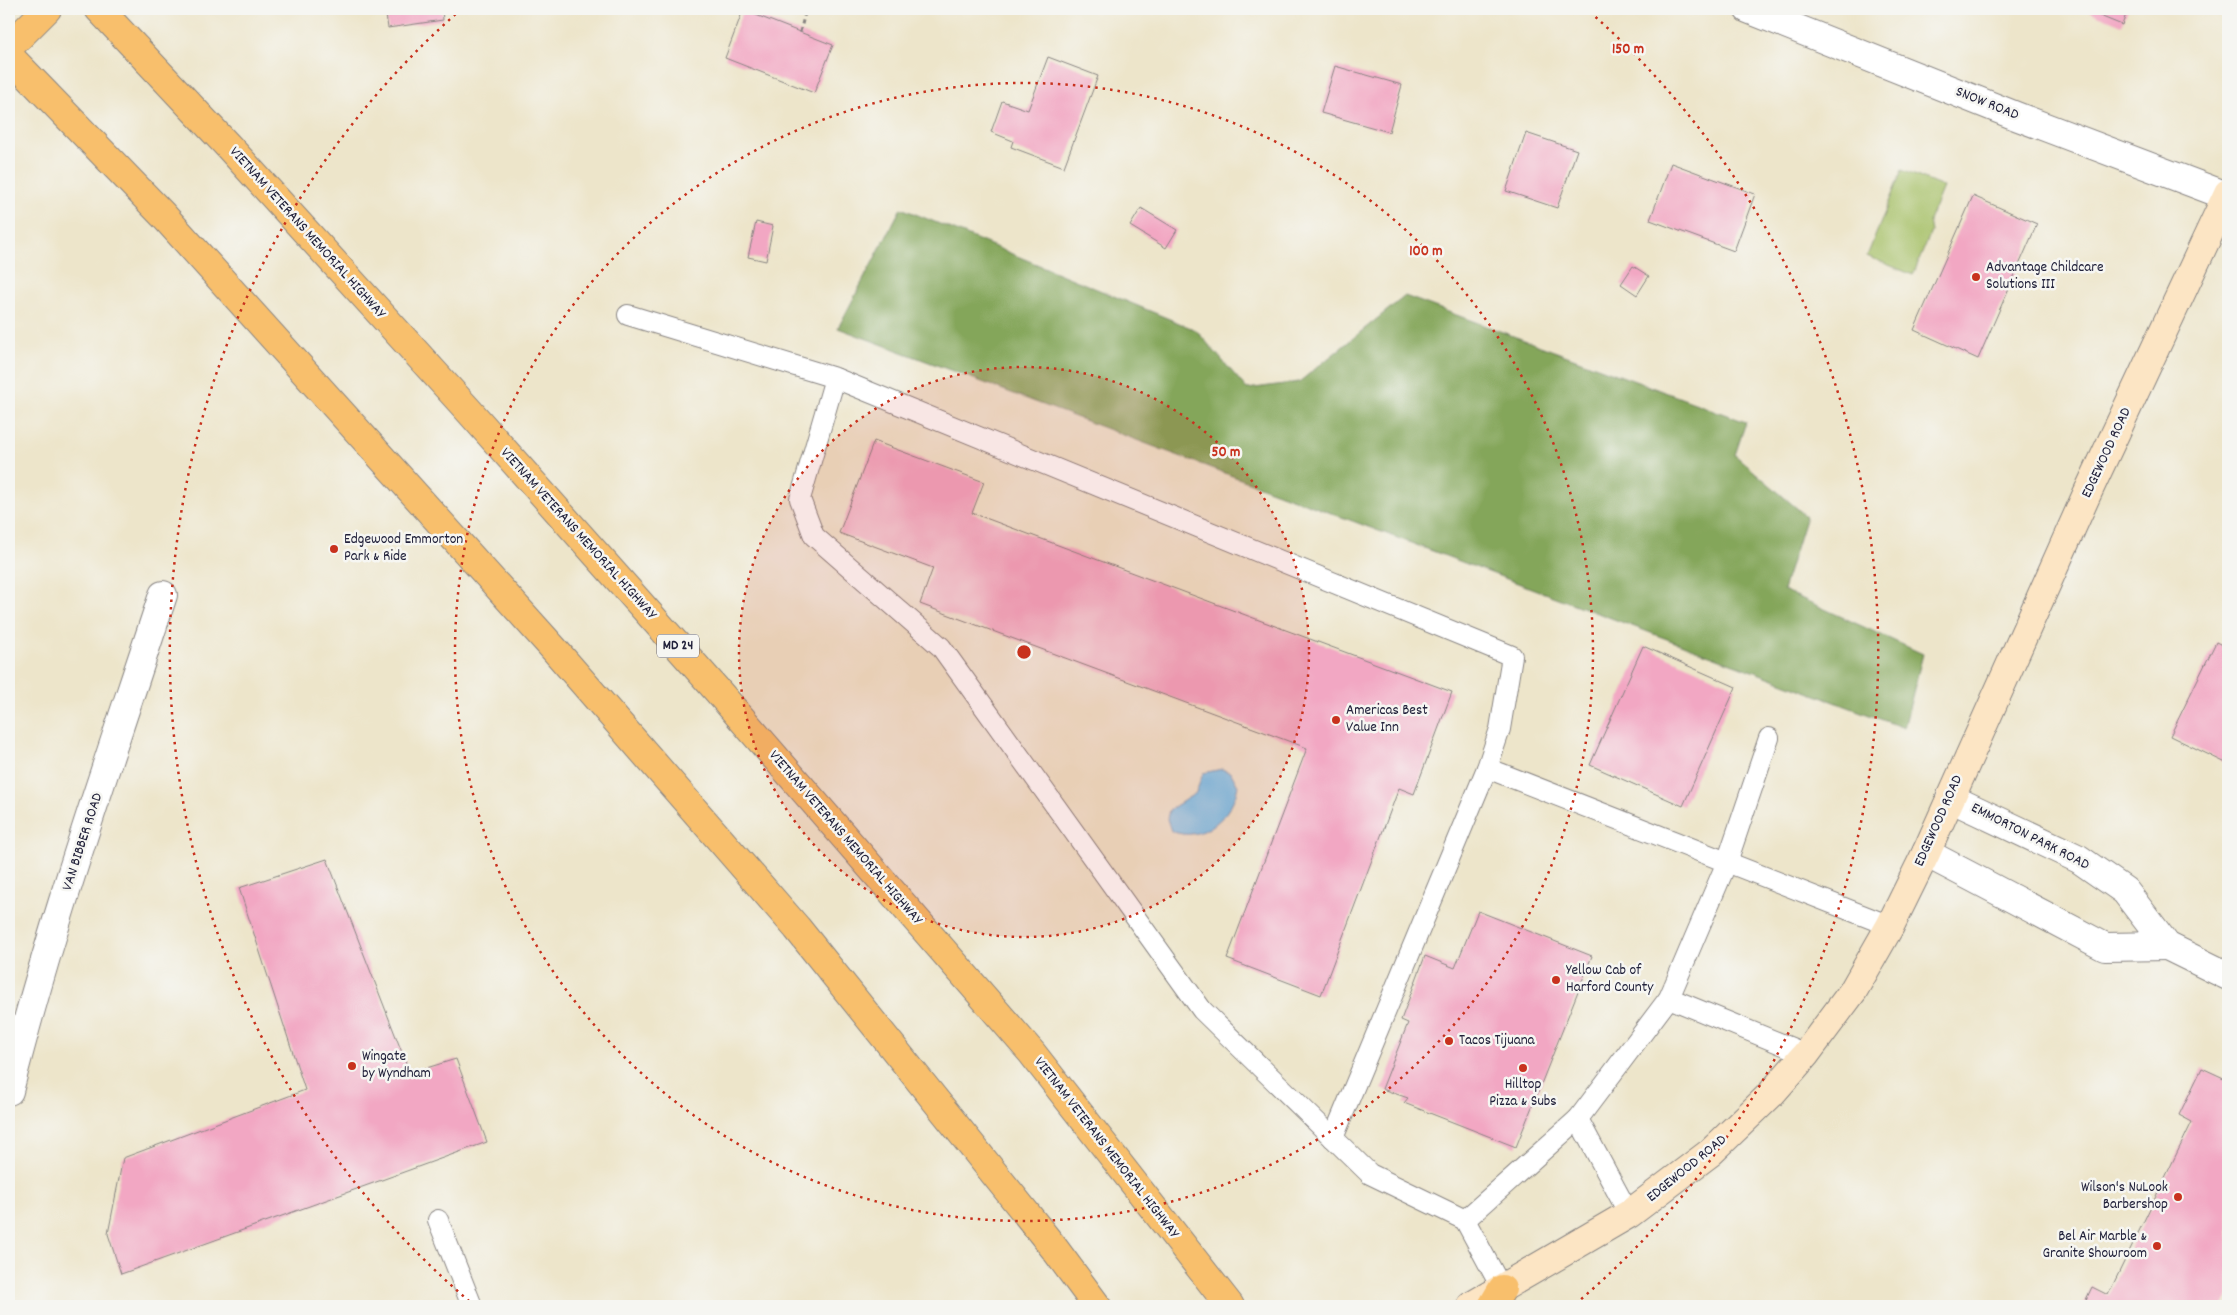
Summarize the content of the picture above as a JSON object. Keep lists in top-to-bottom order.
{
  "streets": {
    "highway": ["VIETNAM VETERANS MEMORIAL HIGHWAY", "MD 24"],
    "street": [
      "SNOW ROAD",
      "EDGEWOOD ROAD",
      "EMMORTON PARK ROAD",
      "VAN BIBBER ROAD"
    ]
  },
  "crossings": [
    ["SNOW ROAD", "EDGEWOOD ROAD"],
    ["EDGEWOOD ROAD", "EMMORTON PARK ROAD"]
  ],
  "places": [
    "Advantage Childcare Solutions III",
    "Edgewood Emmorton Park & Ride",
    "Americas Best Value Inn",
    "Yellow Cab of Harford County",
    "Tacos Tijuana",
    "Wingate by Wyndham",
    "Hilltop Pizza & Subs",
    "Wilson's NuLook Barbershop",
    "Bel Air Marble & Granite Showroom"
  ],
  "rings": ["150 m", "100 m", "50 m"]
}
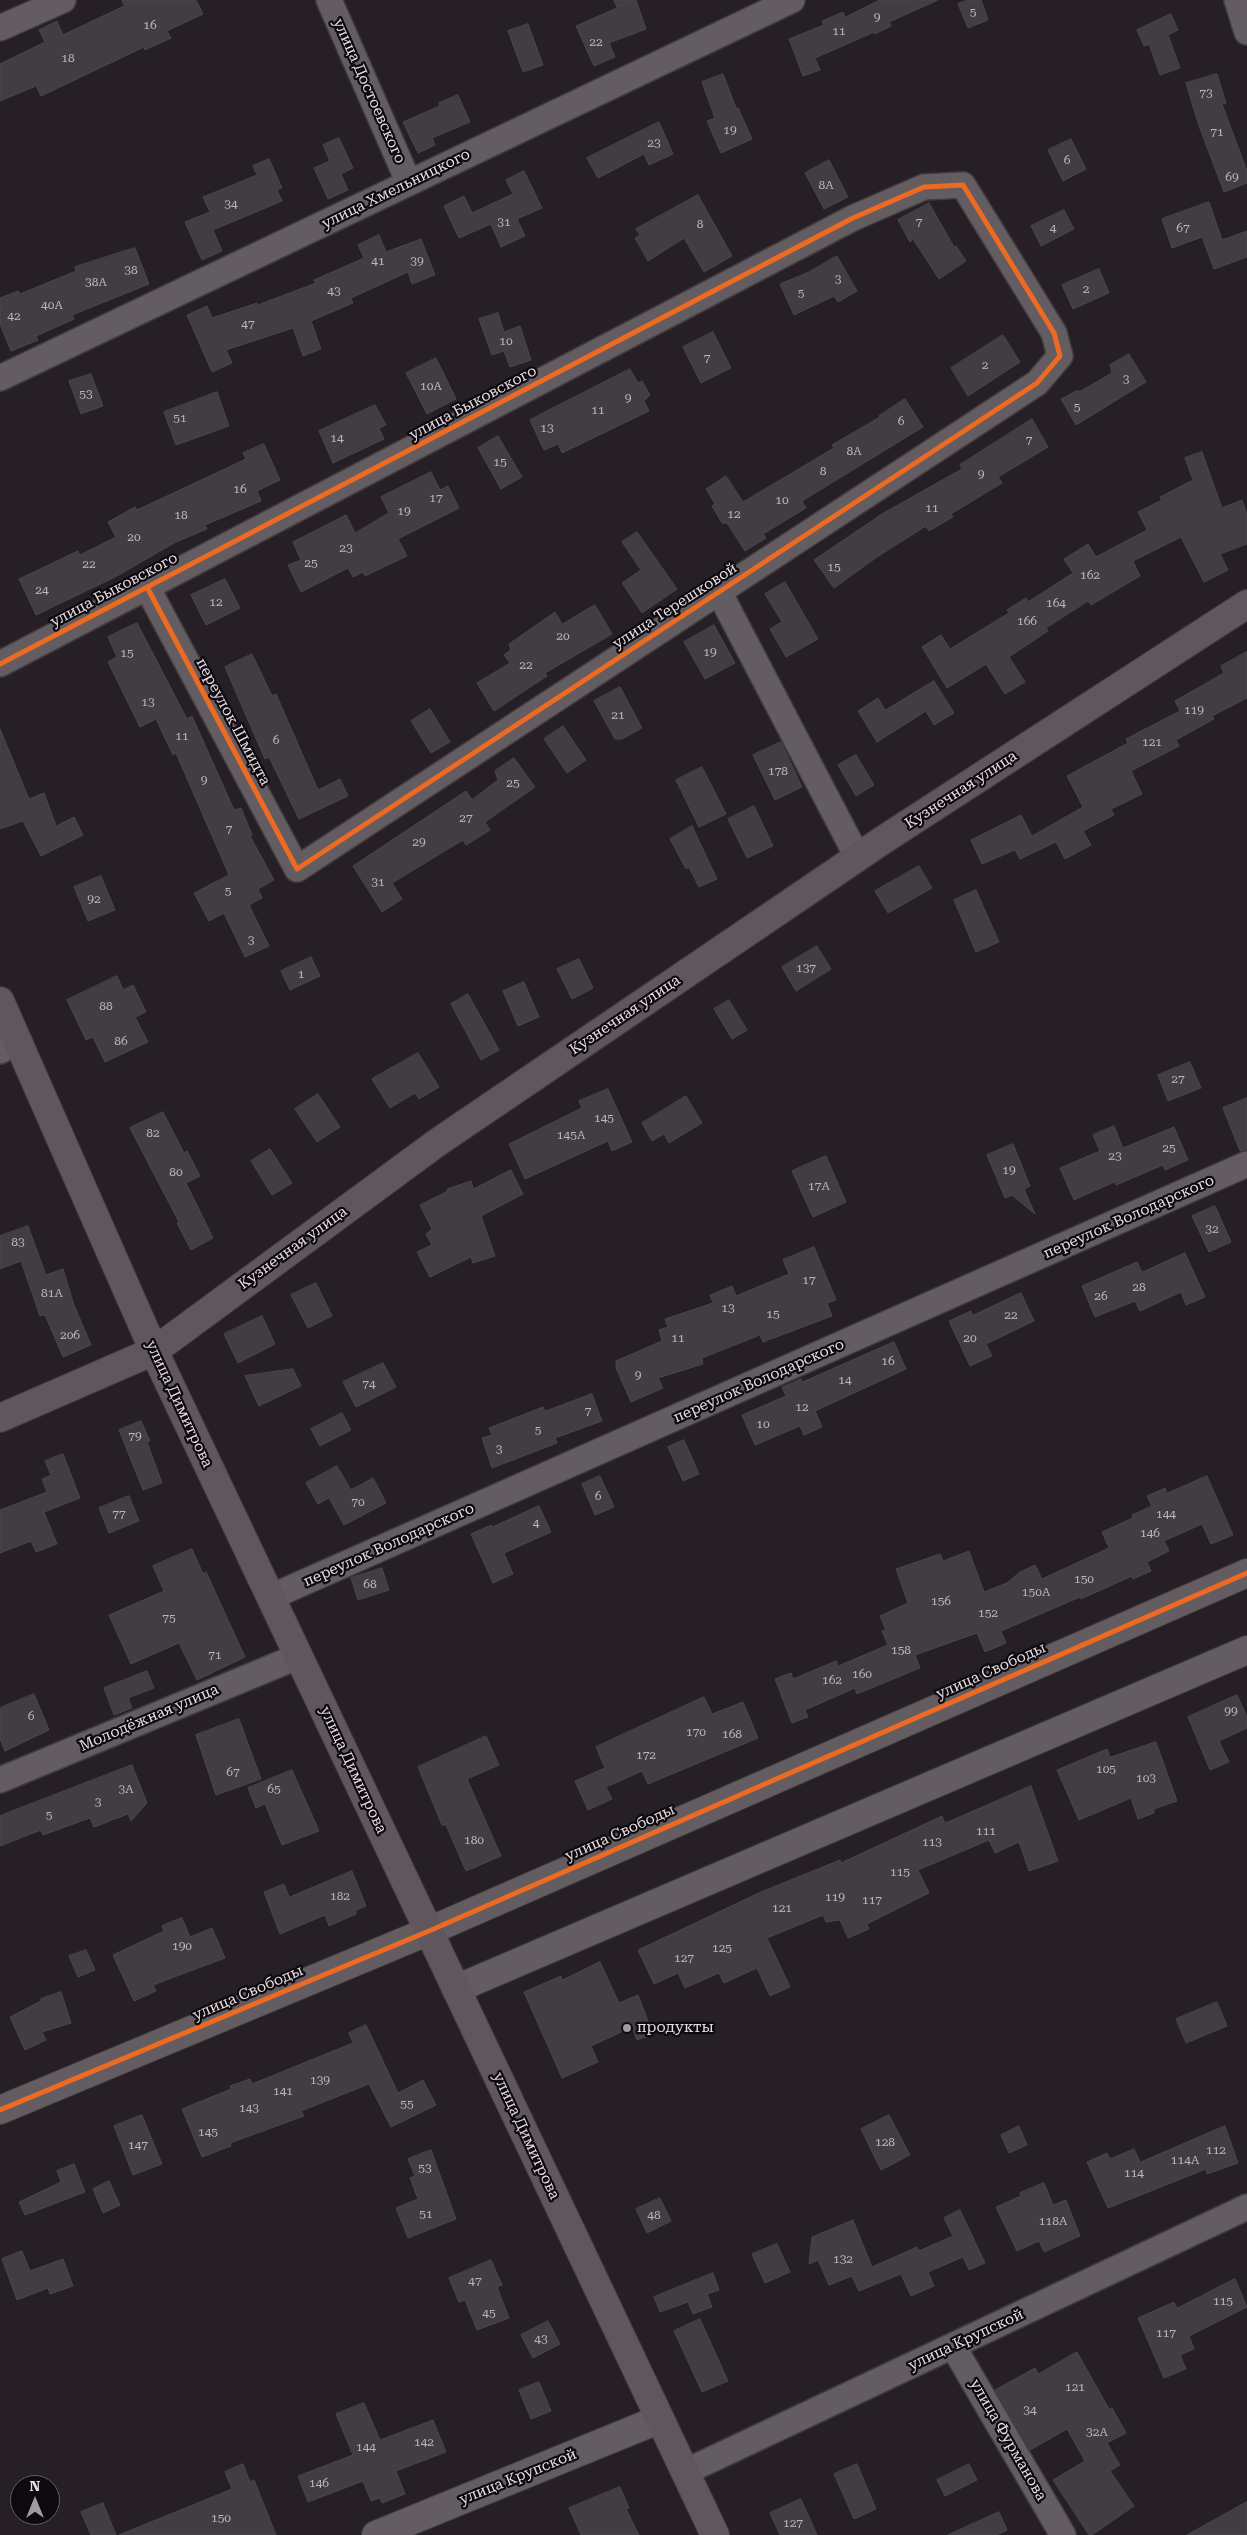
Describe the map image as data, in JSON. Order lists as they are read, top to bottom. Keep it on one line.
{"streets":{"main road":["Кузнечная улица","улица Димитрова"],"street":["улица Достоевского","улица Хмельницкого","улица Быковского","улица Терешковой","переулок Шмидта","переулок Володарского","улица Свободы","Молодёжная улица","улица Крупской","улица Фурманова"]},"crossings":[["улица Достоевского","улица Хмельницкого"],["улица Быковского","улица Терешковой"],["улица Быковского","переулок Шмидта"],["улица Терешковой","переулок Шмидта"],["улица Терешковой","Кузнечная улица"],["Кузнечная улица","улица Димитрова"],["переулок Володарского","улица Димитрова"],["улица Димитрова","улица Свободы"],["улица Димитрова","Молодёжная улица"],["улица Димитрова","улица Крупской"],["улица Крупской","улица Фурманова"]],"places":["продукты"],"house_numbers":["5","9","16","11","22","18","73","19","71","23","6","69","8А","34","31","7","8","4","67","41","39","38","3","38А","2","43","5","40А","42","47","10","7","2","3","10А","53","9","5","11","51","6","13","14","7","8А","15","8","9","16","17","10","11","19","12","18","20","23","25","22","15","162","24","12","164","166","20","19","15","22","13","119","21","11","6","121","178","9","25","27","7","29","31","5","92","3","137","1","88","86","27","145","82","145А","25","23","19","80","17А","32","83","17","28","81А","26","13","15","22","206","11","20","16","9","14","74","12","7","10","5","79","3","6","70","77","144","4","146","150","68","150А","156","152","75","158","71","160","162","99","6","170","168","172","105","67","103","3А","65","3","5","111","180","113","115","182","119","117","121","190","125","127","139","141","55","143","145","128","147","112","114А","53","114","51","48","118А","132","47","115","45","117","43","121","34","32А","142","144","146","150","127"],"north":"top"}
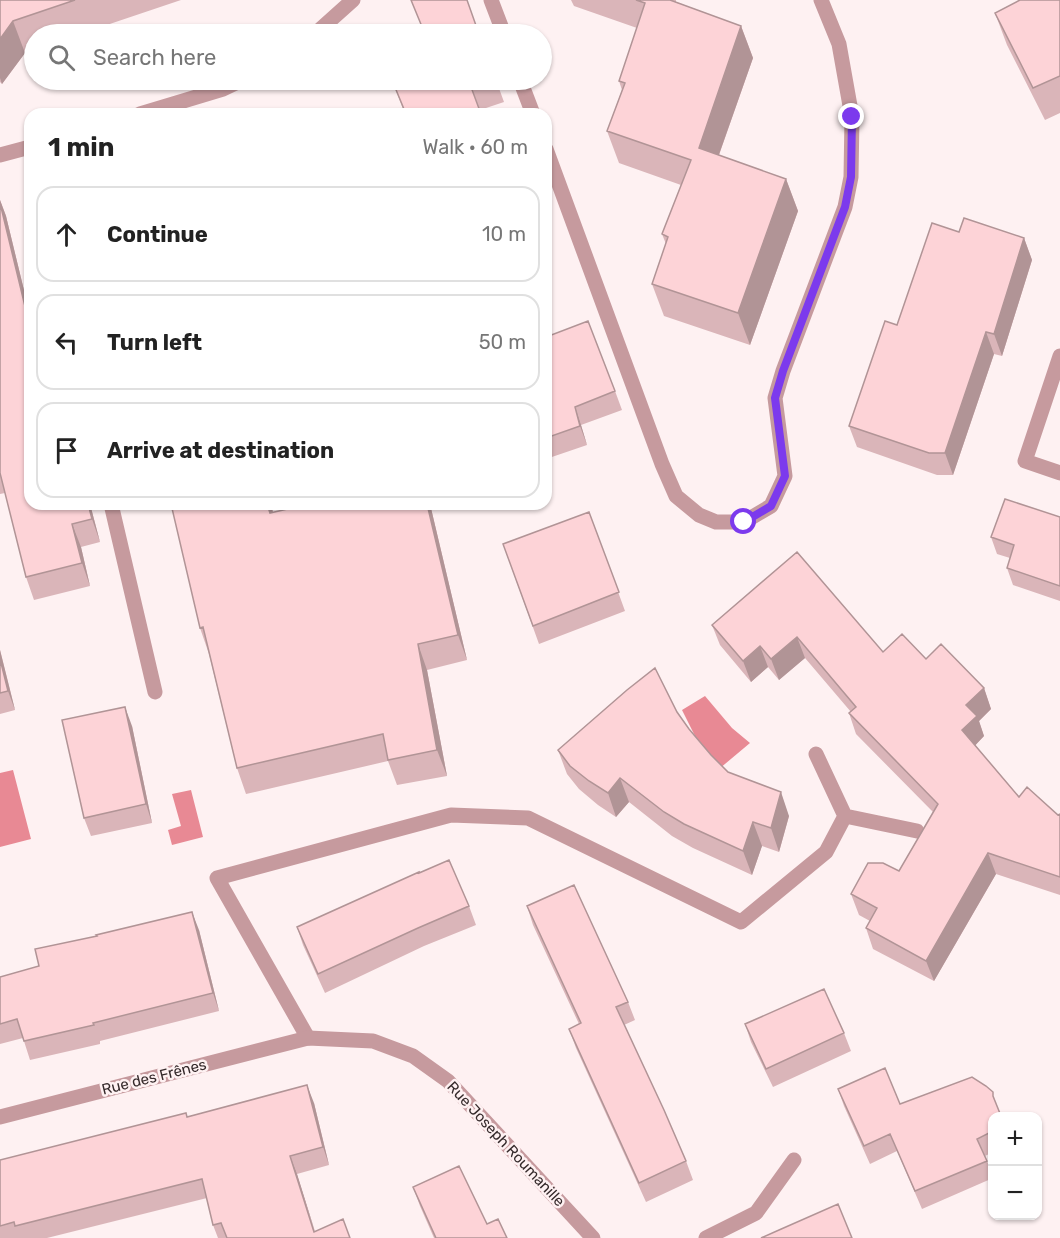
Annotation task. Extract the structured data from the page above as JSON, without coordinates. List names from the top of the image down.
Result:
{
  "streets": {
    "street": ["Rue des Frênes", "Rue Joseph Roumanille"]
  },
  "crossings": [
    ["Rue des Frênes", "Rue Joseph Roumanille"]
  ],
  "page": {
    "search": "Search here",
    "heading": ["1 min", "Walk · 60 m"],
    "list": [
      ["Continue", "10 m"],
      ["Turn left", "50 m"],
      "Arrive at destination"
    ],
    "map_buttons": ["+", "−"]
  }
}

# # # #

## TO DO
The answer must be a single number: how many lines above contain the word "Joseph".

## SOLUTION
2